Problem requirements => Scan the entries line by line and return those with "shadow".

Saved data entries
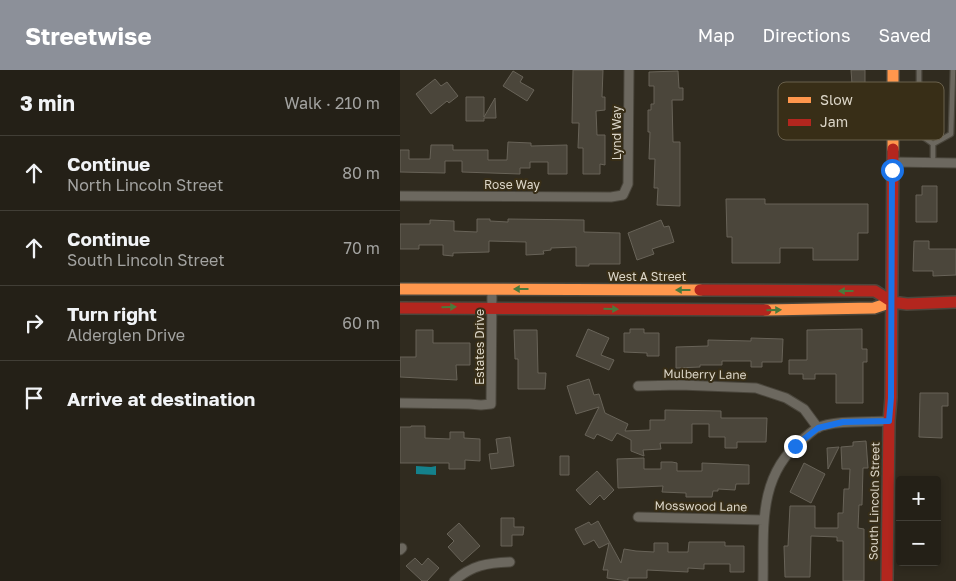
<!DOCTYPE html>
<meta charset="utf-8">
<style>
body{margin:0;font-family:"Golos Text",sans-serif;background:#2c2820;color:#f1f3f6}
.controls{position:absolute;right:15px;bottom:15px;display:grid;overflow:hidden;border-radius:5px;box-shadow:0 2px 8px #0003}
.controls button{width:45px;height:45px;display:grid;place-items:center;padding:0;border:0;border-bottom:1px solid #413e36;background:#242017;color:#f1f3f6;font:25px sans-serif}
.stop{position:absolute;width:15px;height:15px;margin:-11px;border:4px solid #1a73e8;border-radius:50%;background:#fff}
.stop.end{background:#1a73e8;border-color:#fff;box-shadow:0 1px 5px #0008}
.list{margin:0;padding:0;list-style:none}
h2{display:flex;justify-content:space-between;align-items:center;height:65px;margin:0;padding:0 20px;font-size:21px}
h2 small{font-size:16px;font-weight:400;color:#a3a3a1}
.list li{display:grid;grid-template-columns:32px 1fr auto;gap:15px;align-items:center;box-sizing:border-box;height:75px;padding:0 20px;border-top:1px solid #413e36}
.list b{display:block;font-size:19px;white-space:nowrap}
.list p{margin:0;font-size:16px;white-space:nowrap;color:#a3a3a1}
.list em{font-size:16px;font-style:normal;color:#a3a3a1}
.icon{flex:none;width:28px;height:28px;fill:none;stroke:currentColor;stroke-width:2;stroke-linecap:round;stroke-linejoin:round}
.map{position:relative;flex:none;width:556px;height:511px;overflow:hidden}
header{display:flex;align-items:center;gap:30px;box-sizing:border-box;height:70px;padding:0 25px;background:#8c9099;color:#fff}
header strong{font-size:24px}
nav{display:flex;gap:28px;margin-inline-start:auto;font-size:18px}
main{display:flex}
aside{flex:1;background:#242017}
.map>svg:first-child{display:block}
</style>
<header>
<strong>Streetwise</strong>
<nav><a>Map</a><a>Directions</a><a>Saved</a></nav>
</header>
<main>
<aside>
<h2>3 min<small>Walk · 210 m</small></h2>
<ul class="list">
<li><svg class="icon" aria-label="ahead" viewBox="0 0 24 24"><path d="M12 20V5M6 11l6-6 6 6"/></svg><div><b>Continue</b><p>North Lincoln Street</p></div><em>80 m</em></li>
<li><svg class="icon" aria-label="ahead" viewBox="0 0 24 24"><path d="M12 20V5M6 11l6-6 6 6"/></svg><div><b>Continue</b><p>South Lincoln Street</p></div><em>70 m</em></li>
<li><svg class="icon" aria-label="right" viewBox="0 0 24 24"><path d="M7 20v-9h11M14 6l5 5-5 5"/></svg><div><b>Turn right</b><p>Alderglen Drive</p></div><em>60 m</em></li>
<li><svg class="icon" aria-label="arrive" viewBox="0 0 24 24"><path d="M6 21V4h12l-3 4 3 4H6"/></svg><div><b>Arrive at destination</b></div></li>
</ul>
</aside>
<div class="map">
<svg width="556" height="511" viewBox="0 0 556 511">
<rect width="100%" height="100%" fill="#302b1f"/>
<path fill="#14818c" d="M16 396 31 397 36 396V405L16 404Z"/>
<path fill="#4b463b" stroke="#686358" d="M173 0H203L202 27H205V40L196 41 197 65H205V95L200 94V104H183V78H178L179 53H172Z
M451 0H465V14H452Z
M113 1 123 7 120 12 134 20 127 31 103 16Z
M278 1 279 18H283V30H272L273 72H280V136L257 135 258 118H254L255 89H249L250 62H248V40H251V34H254V16H249V2Z
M35 9 41 16 47 12 58 26 49 33 47 31 31 44 16 24Z
M66 27H84V47L95 28 96 48H84V51H66Z
M108 72 131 73V76L167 75V104H148V92H130V98H120V104L62 102V91H45V103L0 102V80H9V89H30L31 75H53V80H88V90H107Z
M522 116H537V152H516V125H522Z
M326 129H365V134H468V163H458V190H413V178H380V193H332V167H327Z
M77 149H90V151L108 152V149L184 150V162L220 163V194H189V196H176V177L151 178V180L143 181 144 184 126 185V172L89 171V182L53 183V186L43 185V175H19V179H0V154H30V150L54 151V161L77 162Z
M261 150 264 157 269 156 274 172 252 179 254 184 237 190 228 163Z
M514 171H529V179H556V205L533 206V201H513Z
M188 259 209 268 201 285 214 290 209 300 176 286Z
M230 259H244V263H259V286H247V283L224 282V263H230Z
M462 259V279H467V292H463V333H436V304H415V309H403V304H389V290H407V260Z
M16 260H33V273H70V295H56L57 310 0 307V287H16Z
M114 260H137L138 303H146L145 319H118V289H115Z
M351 268 383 269 382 292H362V297H351V291H322V295H300V297L276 298V277L308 276V270L351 271Z
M189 309 194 325 199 324 205 343 228 354 225 361 250 360V350H265V340L321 341V348H367L366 372H337V378H325V367H309V354H292V373H260L261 379 243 380 244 386 231 381V370L217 363 212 371 197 364 194 369 185 365 199 337 176 344 167 316Z
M520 323H548V336H542V368L519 367Z
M11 356H25V368L50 369V362H64V368L80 369V391L65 390V399H49V393H0V357H11Z
M110 367 114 396 91 399 89 384 98 383 96 369Z
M466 371 468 398H463L462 435H459L458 458 464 459V511H443V471H437V467L411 466 410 507H385L384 476H388L390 436H415V458H438V443H443L444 419H449L450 399H442L441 377 453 376V372Z
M439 377 428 399 427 378Z
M160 386H169V405H160Z
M244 388V399H261V392H272L277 393V401H302V393L349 395V414H336L335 420 318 419V421H313L312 427H286V423L262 422 263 416 218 418 217 389Z
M404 393 425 404 411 433 390 422Z
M197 401 214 420 204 430 200 425 190 435 176 420Z
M101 448H114V457H124L123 465H112V476H101Z
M198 451 221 493 224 479 236 481 254 482V473H268V482H288L289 472H325V476H344V502H330V494H304V499L288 498V502L247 500V508H228V511L207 508 208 500H203L209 473 199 478 194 470 184 475 175 459 189 452 191 455Z
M59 453 80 476 62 492 48 477 54 471 47 464Z
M15 488 22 495 28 488 39 498 27 511H22L6 496Z"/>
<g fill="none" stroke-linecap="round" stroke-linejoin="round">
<defs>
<path id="lane" d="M519 0V64L533 74
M533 74 551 64 553 0
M533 93V74"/>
<path id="street" d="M492 92 556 93
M0 126 211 127 223 125 228 114 229 0
M238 316 280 315 356 318 386 328 404 339 418 358
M0 333 69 334 81 335 91 334 92 219
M238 447 364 450
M0 480 2 478
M54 511C72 495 87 493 110 492
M363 511C364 459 357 406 402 370 407 366 412 361 417 358 433 350 470 352 489 351"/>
<path id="slow" d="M493 79V0
M0 219 300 220
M366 240 474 238 492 232"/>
<path id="jam" d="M300 220 475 221 492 232 507 234 556 232
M0 238 366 240
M487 511 489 351 491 328 493 79"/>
</defs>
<use href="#lane" stroke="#4a463c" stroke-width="7"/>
<use href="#street" stroke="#4a463c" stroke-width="11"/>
<use href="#slow" stroke="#4a463c" stroke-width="14"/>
<use href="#jam" stroke="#4a463c" stroke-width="14"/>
<use href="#lane" stroke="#6c685f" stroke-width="4.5"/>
<use href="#street" stroke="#6c685f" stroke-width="9"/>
<use href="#slow" stroke="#ff974d" stroke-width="11"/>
<use href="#jam" stroke="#b3261e" stroke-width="11"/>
</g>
<defs><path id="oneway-solid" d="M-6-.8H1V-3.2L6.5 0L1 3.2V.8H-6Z" transform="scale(1.25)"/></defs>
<g fill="#4b7a3b">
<use href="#oneway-solid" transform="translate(121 219) rotate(-180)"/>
<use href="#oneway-solid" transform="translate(283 220) rotate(-180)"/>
<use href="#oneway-solid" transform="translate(446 221) rotate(-180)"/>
<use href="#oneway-solid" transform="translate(49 237) rotate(-1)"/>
<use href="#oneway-solid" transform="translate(211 239) rotate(1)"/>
<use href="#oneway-solid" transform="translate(374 240) rotate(-1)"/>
</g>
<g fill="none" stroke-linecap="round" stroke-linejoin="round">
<path stroke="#1a73e8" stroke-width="6" d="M395 376 418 358 443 352 489 351 491 328 492 100"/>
</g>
<g text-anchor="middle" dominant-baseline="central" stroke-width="4" stroke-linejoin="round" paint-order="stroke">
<g font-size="12" fill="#dcd6c8" stroke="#382e17">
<text transform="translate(216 63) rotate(-90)">Lynd Way</text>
<text x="112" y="114">Rose Way</text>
<text x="247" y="206">West A Street</text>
<text transform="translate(79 277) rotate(-90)">Estates Drive</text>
<text transform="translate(305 304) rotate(1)">Mulberry Lane</text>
<text transform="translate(474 431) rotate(-89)">South Lincoln Street</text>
<text transform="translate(301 436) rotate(1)">Mosswood Lane</text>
</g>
</g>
<rect x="378" y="12" width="166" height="58" rx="8" fill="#382e17" stroke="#69604c" stroke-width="1"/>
<rect x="388" y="27" width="23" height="6" fill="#ff974d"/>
<rect x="388" y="49" width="23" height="7" fill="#b3261e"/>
<g font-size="14" fill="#dcd6c8">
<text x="420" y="35">Slow</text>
<text x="420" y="57">Jam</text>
</g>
</svg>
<div class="controls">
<button>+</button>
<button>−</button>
</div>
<div class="stop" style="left:492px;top:100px"></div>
<div class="stop end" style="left:395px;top:376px"></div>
</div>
</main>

Answer for this exercise =>
.controls{position:absolute;right:15px;bottom:15px;display:grid;overflow:hidden;border-radius:5px;box-shadow:0 2px 8px #0003}
.stop.end{background:#1a73e8;border-color:#fff;box-shadow:0 1px 5px #0008}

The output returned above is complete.